Chemical bonding is the glue that holds atoms together, forming the vast array of substances in the universe. There are three primary types of chemical bonds: ionic, covalent, and metallic. In molecular compounds, covalent bonds play a key role.

Covalent bonds occur when atoms share pairs of electrons. This sharing allows each atom to fill its outer electron shell, achieving a stable electron configuration.

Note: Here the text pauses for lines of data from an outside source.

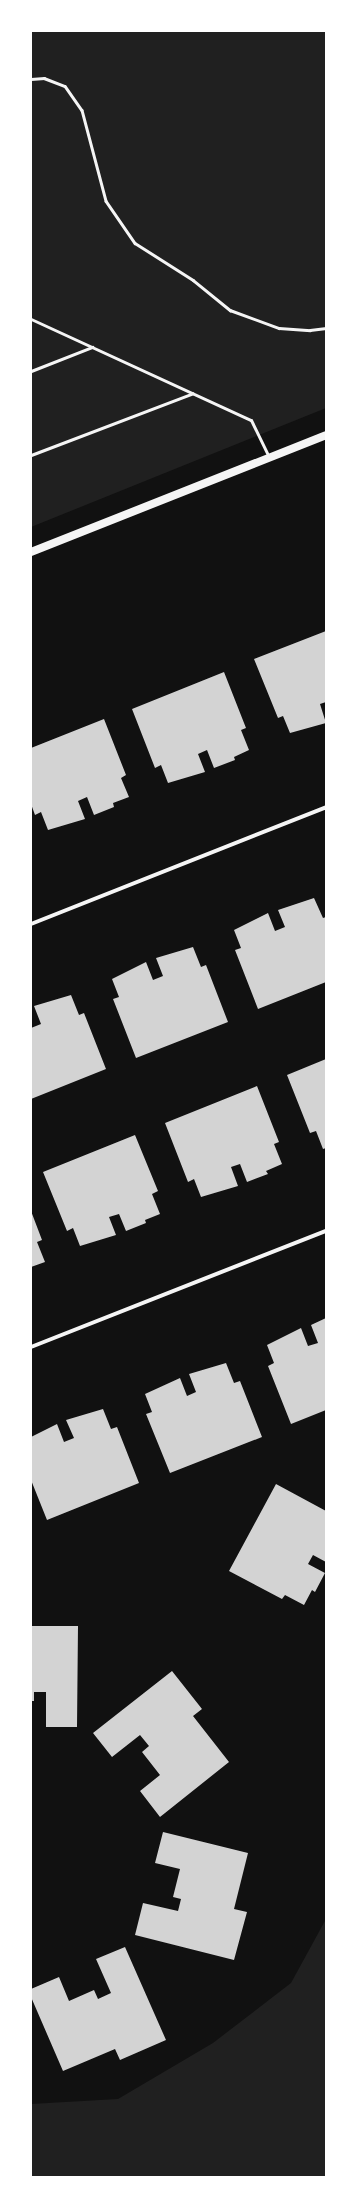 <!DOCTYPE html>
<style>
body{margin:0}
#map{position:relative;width:357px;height:2208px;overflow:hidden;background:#111;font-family:"Fira Sans",sans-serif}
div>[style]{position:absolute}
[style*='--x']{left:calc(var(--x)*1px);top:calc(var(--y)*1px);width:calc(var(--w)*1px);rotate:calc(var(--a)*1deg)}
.green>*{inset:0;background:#202020}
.building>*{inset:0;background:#d3d3d3}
.path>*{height:2.5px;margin:-1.25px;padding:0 1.25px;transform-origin:1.25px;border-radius:1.25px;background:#f5f5f5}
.service>*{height:3px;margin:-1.5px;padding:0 1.5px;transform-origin:1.5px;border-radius:1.5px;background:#f5f5f5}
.minor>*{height:4px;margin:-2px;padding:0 2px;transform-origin:2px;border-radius:2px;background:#f5f5f5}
.secondary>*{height:8px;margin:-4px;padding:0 4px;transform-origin:4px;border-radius:4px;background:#f5f5f5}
span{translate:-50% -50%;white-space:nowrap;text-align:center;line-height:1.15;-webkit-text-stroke:4px #fff;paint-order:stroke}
.frame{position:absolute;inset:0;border:32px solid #fff;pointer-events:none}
</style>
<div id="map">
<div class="green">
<div style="clip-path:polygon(31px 31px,326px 31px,326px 408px,31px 527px)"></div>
<div style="clip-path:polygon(326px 1919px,326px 2177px,31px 2177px,31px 2104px,118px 2099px,213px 2043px,291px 1983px)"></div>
</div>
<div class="building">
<div style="clip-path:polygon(326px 631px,326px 702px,320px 704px,326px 723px,290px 733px,283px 716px,278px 718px,254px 659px)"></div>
<div style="clip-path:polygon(224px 672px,246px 728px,241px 730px,249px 750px,234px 757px,235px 760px,214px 768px,207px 750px,198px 754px,205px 772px,168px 783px,161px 765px,155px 768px,132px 709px)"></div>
<div style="clip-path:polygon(104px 719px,126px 775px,121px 778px,129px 797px,113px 803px,114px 807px,94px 815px,87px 797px,78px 801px,85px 819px,48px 830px,41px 812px,35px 815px,31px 804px,31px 748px)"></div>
<div style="clip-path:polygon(314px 898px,323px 918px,326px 917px,326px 982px,258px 1009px,235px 950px,241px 948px,234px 930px,268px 913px,275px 931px,285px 927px,278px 910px)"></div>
<div style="clip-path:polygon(193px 947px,201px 967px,206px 965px,228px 1022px,136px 1058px,113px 999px,119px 997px,112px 979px,146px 962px,153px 980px,163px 976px,156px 958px)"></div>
<div style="clip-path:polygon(71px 995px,79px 1015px,84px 1013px,106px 1069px,31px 1099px,31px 1028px,41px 1024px,34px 1006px)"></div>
<div style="clip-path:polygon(326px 1059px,326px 1148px,323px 1149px,316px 1131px,310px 1133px,287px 1075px)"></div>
<div style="clip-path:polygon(257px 1086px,279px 1142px,274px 1144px,282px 1164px,266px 1171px,268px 1174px,247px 1182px,240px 1164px,231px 1167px,238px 1186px,201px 1197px,194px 1179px,188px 1182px,165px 1123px)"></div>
<div style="clip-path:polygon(135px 1135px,158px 1191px,152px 1194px,160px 1214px,145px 1220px,146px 1223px,126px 1231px,119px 1214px,109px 1217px,116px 1235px,80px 1246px,73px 1228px,67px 1231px,43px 1172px)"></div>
<div style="clip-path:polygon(31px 1211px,42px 1240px,37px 1242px,45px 1262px,31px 1267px)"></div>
<div style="clip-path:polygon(326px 1318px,326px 1410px,291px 1424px,268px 1366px,274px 1363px,267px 1345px,301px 1328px,308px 1346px,318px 1343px,311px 1325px)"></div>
<div style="clip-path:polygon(226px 1363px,234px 1383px,240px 1381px,262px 1437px,170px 1473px,146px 1414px,152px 1412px,145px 1394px,180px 1378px,187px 1396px,196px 1392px,189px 1374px)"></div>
<div style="clip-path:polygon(103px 1409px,111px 1429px,117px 1427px,139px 1483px,47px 1520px,31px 1480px,31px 1437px,57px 1424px,64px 1442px,74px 1438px,66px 1420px)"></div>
<div style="clip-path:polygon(276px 1484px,326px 1511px,326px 1562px,313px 1555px,308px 1564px,325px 1573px,315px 1592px,312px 1590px,304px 1605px,285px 1595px,282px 1599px,229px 1571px)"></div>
<div style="clip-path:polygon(31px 1626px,78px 1626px,77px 1727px,46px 1727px,46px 1692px,34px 1692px,34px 1701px,31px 1701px)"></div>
<div style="clip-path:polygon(172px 1671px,202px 1709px,193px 1716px,229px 1762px,160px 1817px,140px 1791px,160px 1775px,142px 1752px,149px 1746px,140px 1735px,112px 1757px,93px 1733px)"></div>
<div style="clip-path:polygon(163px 1832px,248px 1853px,234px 1909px,247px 1912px,234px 1960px,135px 1935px,143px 1903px,178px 1911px,181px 1899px,173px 1897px,180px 1869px,155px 1863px)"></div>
<div style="clip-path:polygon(125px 1947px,166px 2040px,120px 2060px,115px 2049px,63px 2071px,31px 1997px,31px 1989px,59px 1977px,69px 2001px,94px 1990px,98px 1999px,111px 1993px,96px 1959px)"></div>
</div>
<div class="path">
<div style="--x:31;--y:79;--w:13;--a:-4"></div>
<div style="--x:44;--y:78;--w:22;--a:21"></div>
<div style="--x:65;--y:86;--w:29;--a:55"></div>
<div style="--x:82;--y:110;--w:94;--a:75.2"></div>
<div style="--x:106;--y:201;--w:51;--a:55.4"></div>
<div style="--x:135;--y:243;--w:69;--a:32.5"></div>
<div style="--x:193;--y:280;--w:48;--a:39"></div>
<div style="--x:230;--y:310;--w:52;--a:20.2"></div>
<div style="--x:279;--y:328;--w:31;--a:4"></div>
<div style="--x:310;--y:330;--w:16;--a:-7"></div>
</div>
<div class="service">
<div style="--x:31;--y:319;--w:242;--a:24.7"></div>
<div style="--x:251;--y:420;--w:41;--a:64.1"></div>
<div style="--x:31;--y:371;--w:66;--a:-21.5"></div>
<div style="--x:31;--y:455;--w:173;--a:-20.9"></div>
</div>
<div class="minor">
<div style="--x:31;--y:924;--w:317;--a:-21.6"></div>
<div style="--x:31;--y:1347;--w:317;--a:-21.5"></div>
</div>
<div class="secondary">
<div style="--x:31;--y:552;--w:317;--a:-21.6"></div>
</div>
<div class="frame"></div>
</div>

Consider \( \mathrm{HCl} \), a common chemical where hydrogen and chlorine share a pair of electrons to attain full outer shells: hydrogen aims for two and chlorine for eight electrons.

• Covalent bonds can be polar or nonpolar depending on the electronegativity difference between atoms.
• Polar covalent bonds have unequal sharing of electrons, leading to partial charges, as seen in \( \mathrm{HCl} \).
• Nonpolar covalent bonds involve equal sharing, evident in molecules like nitrogen gas \( \mathrm{N_2} \).

Understanding chemical bonding helps explain why substances have the properties they do, affecting everything from electrical conductivity to melting and boiling points.

Electron Configuration

Electron configuration is a crucial concept for understanding how atoms interact to form molecules. It describes how electrons are distributed among the various atomic orbitals. Valence electrons, the ones involved in bonding, are found in the outermost electron shell.

In a chemical reaction, the electron configuration determines how atoms will bond with each other. For example, nitrogen has an electron configuration of \(1s^2 2s^2 2p^3\). This means it has five valence electrons, which it can share to form bonds and achieve a stable octet.

• An electron configuration that fulfills an octet is particularly stable for elements in groups 14-18 of the periodic table.
• Changes in electron configuration can indicate whether an atom is likely to form cations or anions.
• Understanding electron configuration helps predict molecular structure and bond formation.

These configurations guide the way atoms interact, form structures, and ultimately determine the substance's properties, highlighting the essence of how chemistry shapes our world.